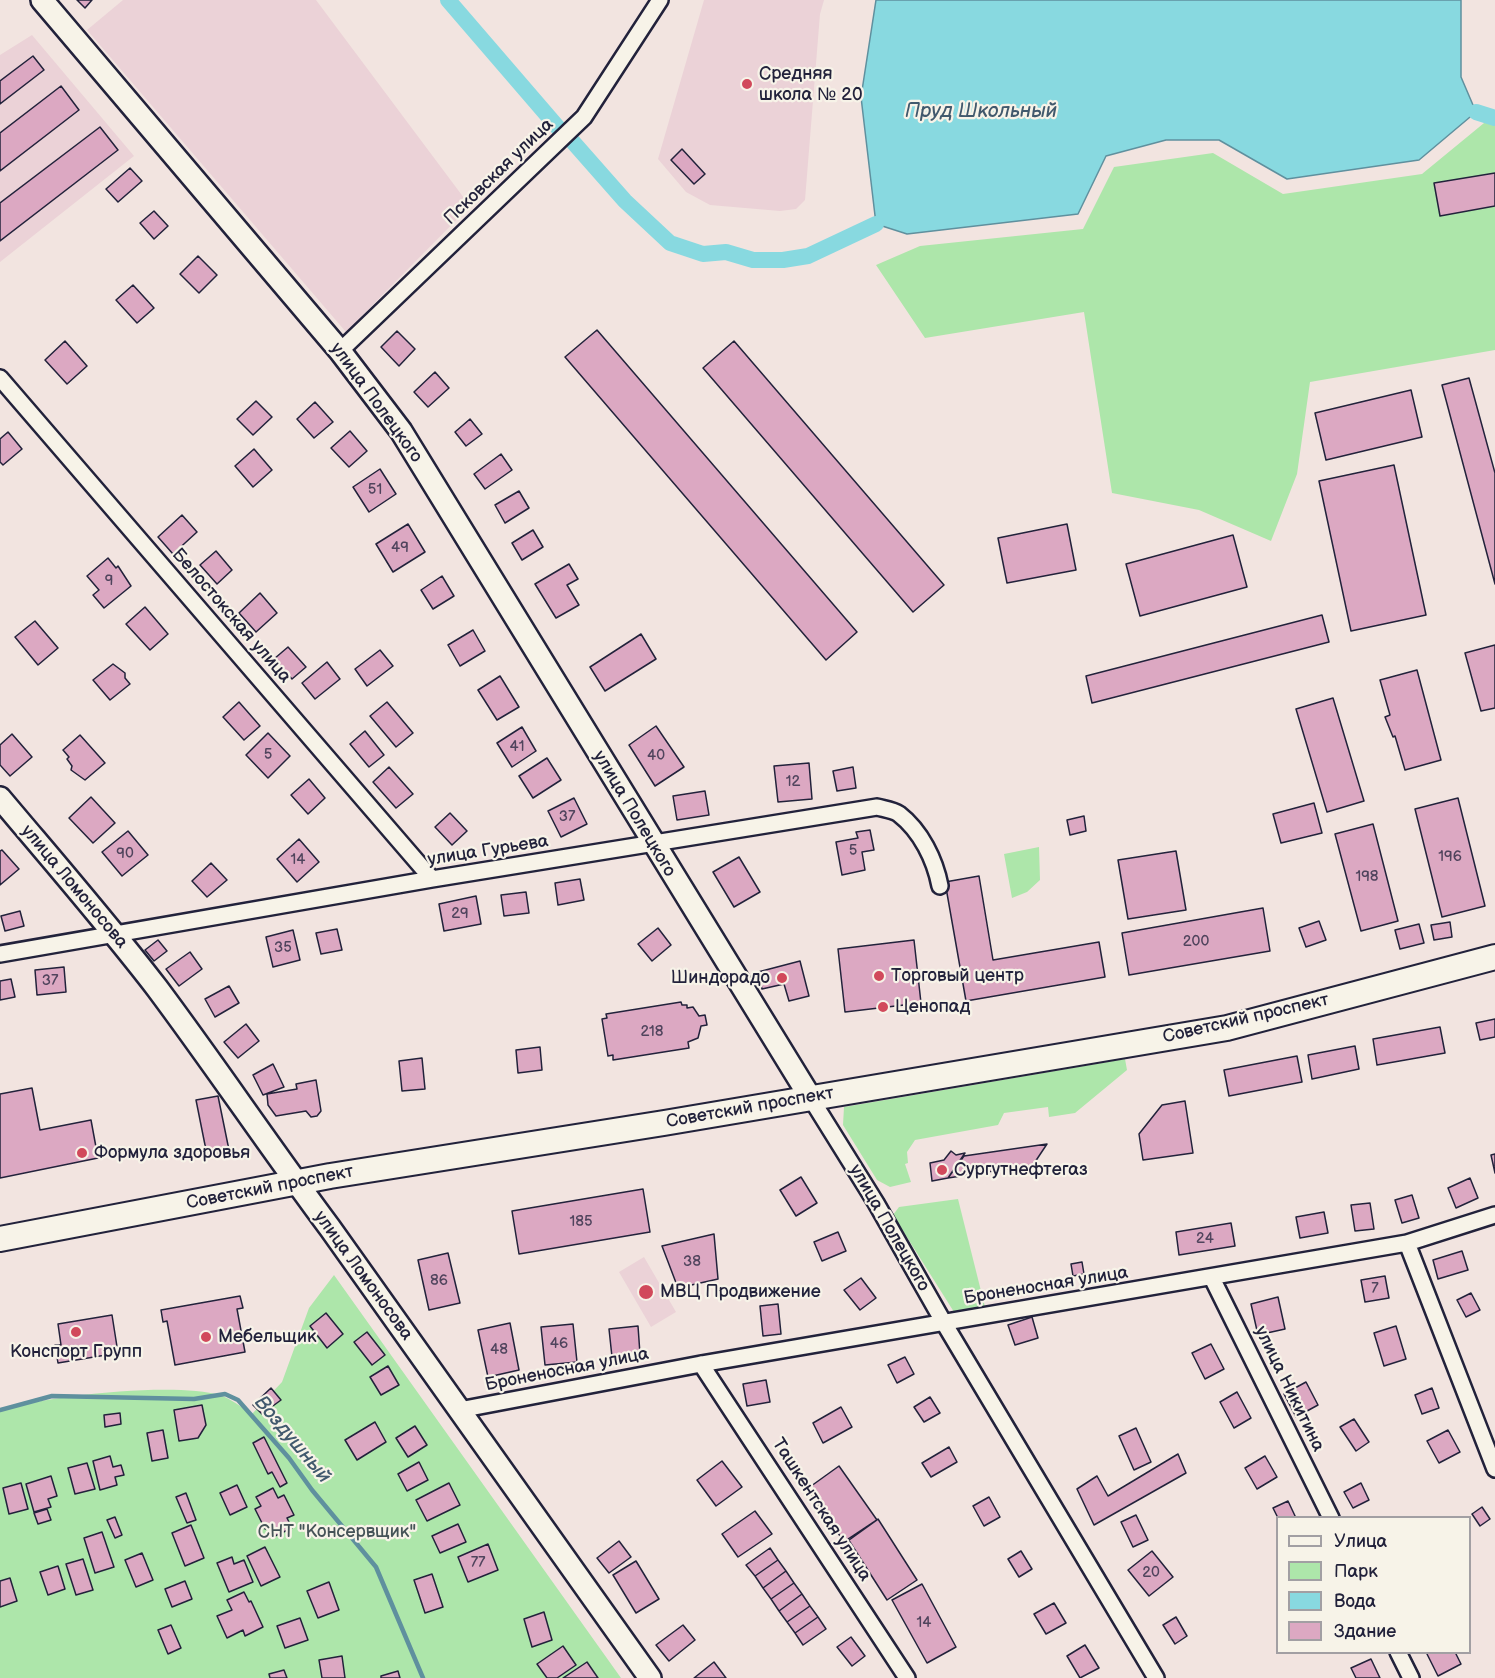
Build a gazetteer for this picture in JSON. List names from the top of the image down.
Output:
{
  "streets": {
    "main road": ["Советский проспект"],
    "street": [
      "Псковская улица",
      "улица Полецкого",
      "Белостокская улица",
      "улица Гурьева",
      "улица Ломоносова",
      "Броненосная улица",
      "улица Никитина",
      "Ташкентская улица"
    ]
  },
  "crossings": [
    ["Псковская улица", "улица Полецкого"],
    ["улица Полецкого", "улица Гурьева"],
    ["улица Полецкого", "Советский проспект"],
    ["улица Полецкого", "Броненосная улица"],
    ["Белостокская улица", "улица Гурьева"],
    ["улица Гурьева", "улица Ломоносова"],
    ["улица Ломоносова", "Советский проспект"],
    ["улица Ломоносова", "Броненосная улица"],
    ["Броненосная улица", "улица Никитина"],
    ["Броненосная улица", "Ташкентская улица"]
  ],
  "water": ["Пруд Школьный", "Воздушный"],
  "parks": ["СНТ \"Консервщик\""],
  "places": [
    "Средняя школа № 20",
    "Торговый центр",
    "Шиндорадо",
    "Ценопад",
    "Формула здоровья",
    "Сургутнефтегаз",
    "МВЦ Продвижение",
    "Конспорт Групп",
    "Мебельщик"
  ],
  "house_numbers": [
    "51",
    "49",
    "9",
    "41",
    "5",
    "40",
    "12",
    "37",
    "5",
    "90",
    "196",
    "14",
    "198",
    "29",
    "200",
    "35",
    "37",
    "218",
    "185",
    "24",
    "38",
    "86",
    "7",
    "46",
    "48",
    "77",
    "20",
    "14"
  ],
  "legend": [
    "Улица",
    "Парк",
    "Вода",
    "Здание"
  ]
}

**ACTIVITY**
To answer, state the number of lines in the records holding the string "Гурьева", and leave out everything else.

**RESULT**
4